El origen de la AOD se encuentra en los años posteriores a la II Guerra Mundial, tras el Plan Marshall que propició la recuperación de Europa. A partir de los años 60 y en el seno de la OCDE, se impulsó esta corriente de recursos de cooperación destinados a promover el desarrollo de países frágiles y salvar vidas en emergencias. Son casi 70 años de despliegue de solidaridad, no exenta de críticas y cruzada por intereses de los países donantes. Dicho esto, sus logros han sido gigantes. Tanto en la mejora de condiciones de vida, de la supervivencia infantil a la educación, como en el fortalecimiento de instituciones y políticas públicas. Los controles a los que están sometidos estos fondos exceden con mucho los de otras corrientes de financiación pública o privada.

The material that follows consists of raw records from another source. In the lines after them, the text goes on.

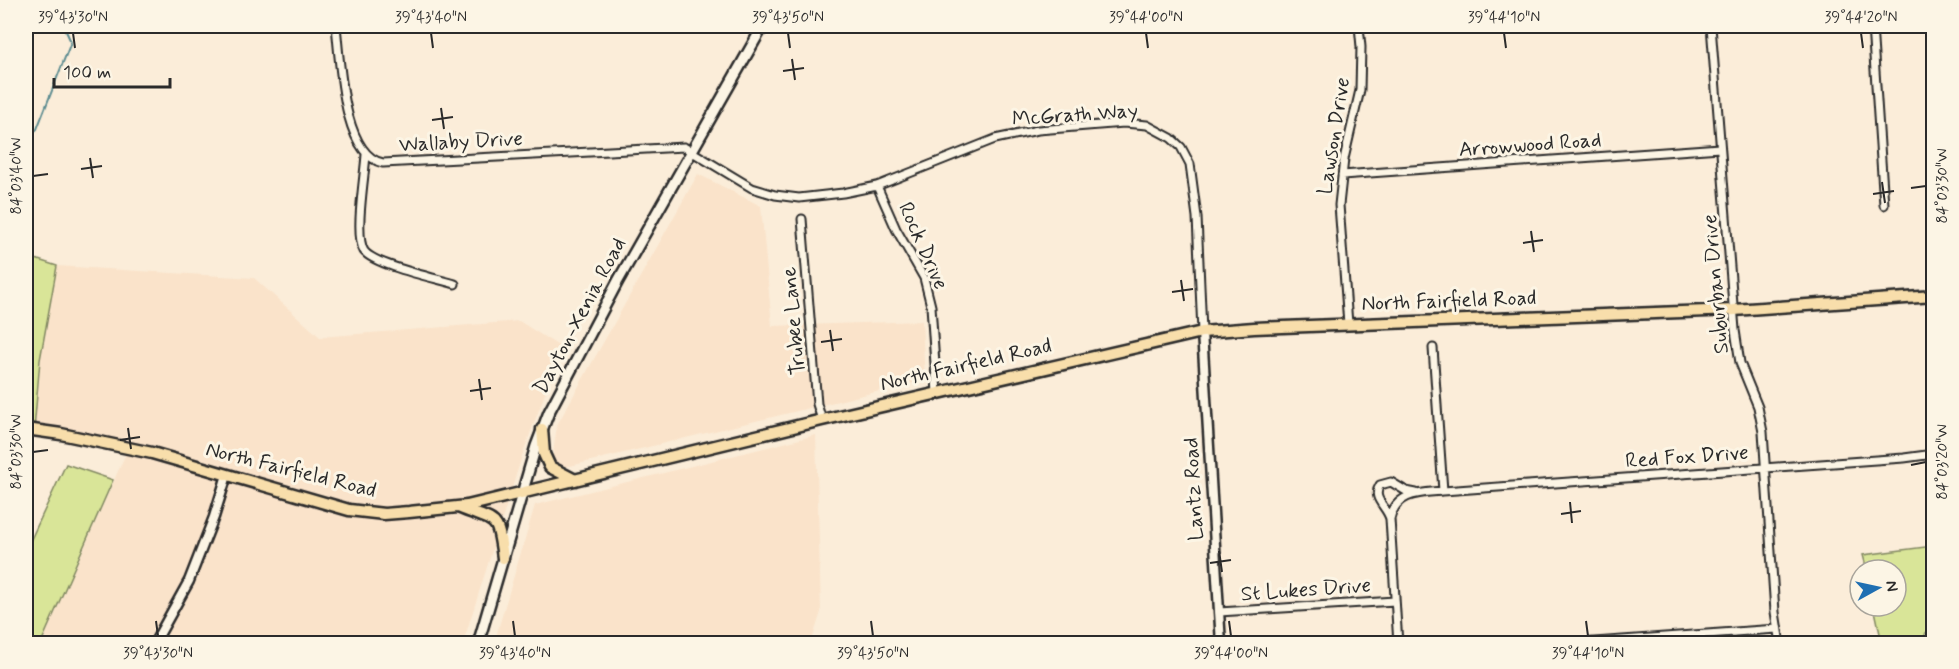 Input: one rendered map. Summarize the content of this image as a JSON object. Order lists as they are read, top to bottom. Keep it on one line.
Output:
{"streets":{"main road":["North Fairfield Road","Dayton-Xenia Road"],"street":["McGrath Way","Lawson Drive","Wallaby Drive","Arrowwood Road","Rock Drive","Suburban Drive","Trubee Lane","Red Fox Drive","Lantz Road","St Lukes Drive"]},"crossings":[["McGrath Way","Wallaby Drive"],["McGrath Way","Rock Drive"],["McGrath Way","North Fairfield Road"],["McGrath Way","Dayton-Xenia Road"],["McGrath Way","Lantz Road"],["Lawson Drive","Arrowwood Road"],["Lawson Drive","North Fairfield Road"],["Wallaby Drive","Dayton-Xenia Road"],["Arrowwood Road","Suburban Drive"],["Rock Drive","North Fairfield Road"],["Suburban Drive","North Fairfield Road"],["Suburban Drive","Red Fox Drive"],["North Fairfield Road","Dayton-Xenia Road"],["North Fairfield Road","Trubee Lane"],["North Fairfield Road","Lantz Road"],["Lantz Road","St Lukes Drive"]],"scale_bar":"100 m","north":"right","coordinates":["39°43'30\"N","39°43'40\"N","39°43'50\"N","39°44'00\"N","39°44'10\"N","39°44'20\"N","84°03'40\"W","84°03'30\"W","84°03'20\"W"]} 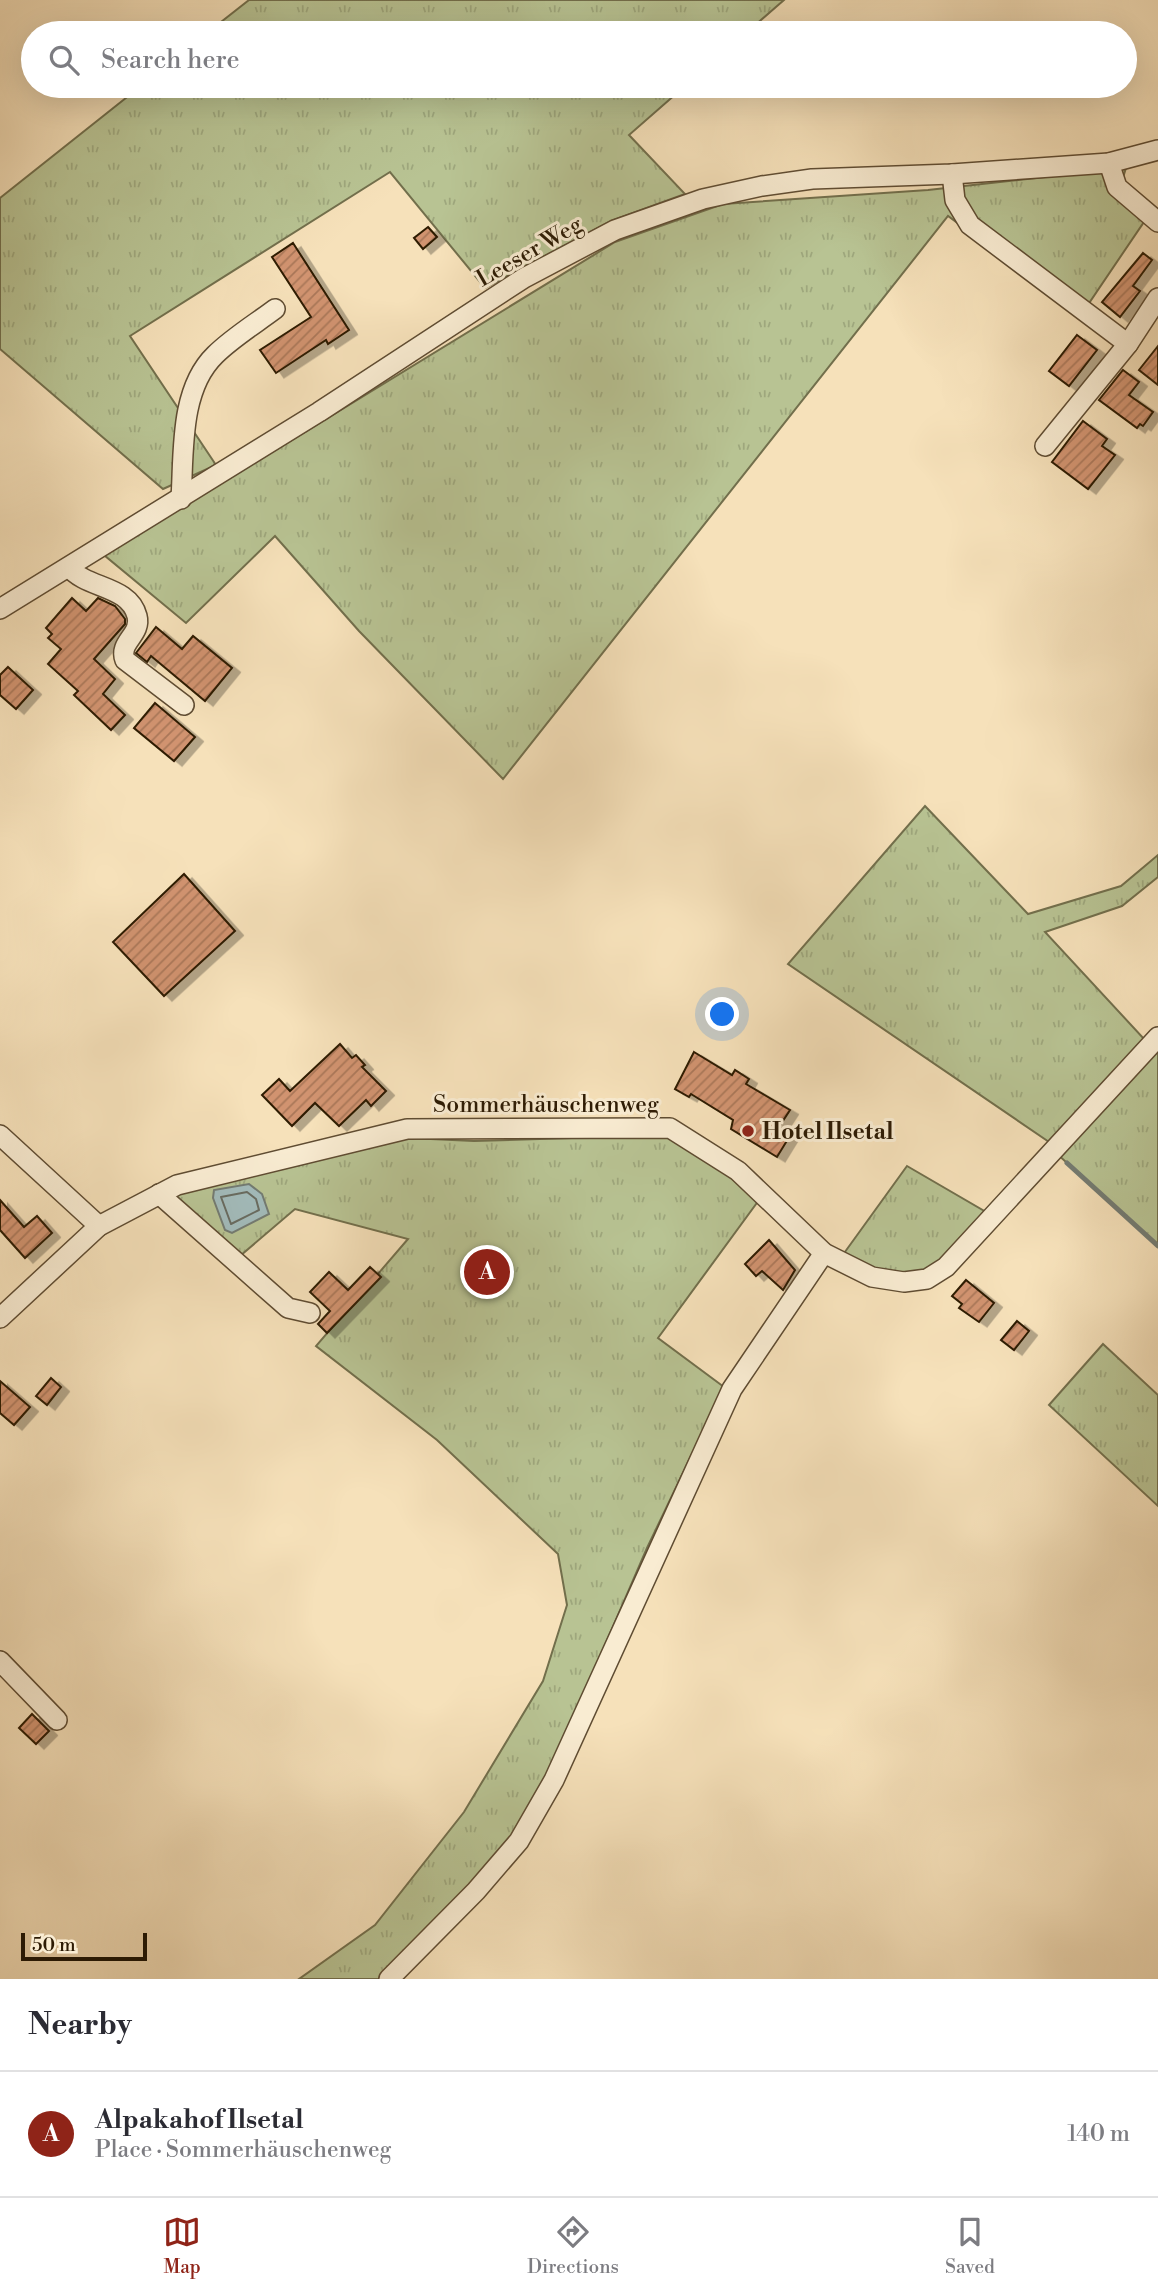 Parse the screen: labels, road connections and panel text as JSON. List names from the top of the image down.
{
  "streets": {
    "street": ["Leeser Weg", "Sommerhäuschenweg"]
  },
  "places": ["Hotel Ilsetal"],
  "scale_bar": "50 m",
  "page": {
    "search": "Search here",
    "pins": "A",
    "scale": "50 m",
    "heading": "Nearby",
    "list": [
      {
        "mark": "A",
        "name": "Alpakahof Ilsetal",
        "note": "Place · Sommerhäuschenweg",
        "value": "140 m"
      }
    ],
    "nav": ["Map", "Directions", "Saved"]
  }
}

Hay retos globales que es imposible abordar solos, un país o dos, por fuertes que sean. Y de los que tampoco es posible blindarse ni aislarse
¿Qué supondría un mundo sin “Ayuda”? ¿O donde ésta se achica, perdiendo relevancia internacional y en los lugares donde es más necesaria?
En primer lugar, implicaría abandonar a su suerte a las más de 300 millones de personas que requieren de asistencia humanitaria en 2025, el 70% de ellas niños y niñas, especialmente vulnerables ante guerras, terremotos y fenómenos climáticos extremos. Muchos morirán. Otros tendrán secuelas que serían evitables si se llegara a tiempo. Miles de profesionales humanitarios, de vocación inmensa, que trabajan sin descanso a pie de guerra o inundación o huracán, tendrán que dejar de hacerlo. En lugares donde disfrutamos de la paz no lo notaremos en nuestra vida cotidiana, pero sí en el corazón. Salvo que lo tengamos helado.
Por otro lado, hay retos globales que es imposible abordar solos, un país o dos, por fuertes que sean. Y de los que tampoco es posible blindarse ni aislarse, así se cierren las fronteras a todo. Me refiero para empezar al Cambio Climático y a la necesaria financiación tanto para adaptarse a su impacto como para evolucionar con rapidez hacia una economía no basada en quemar y calentar el planeta. Los países de menor capacidad tecnológica y financiera necesitan de la cooperación internacional y de inversión para afrontar el camino hacia un desarrollo verde. Aunque un grupo de países reduzca emisiones, de poco servirá si no se refuerzan los acuerdos internacionales y no se apoya a otros.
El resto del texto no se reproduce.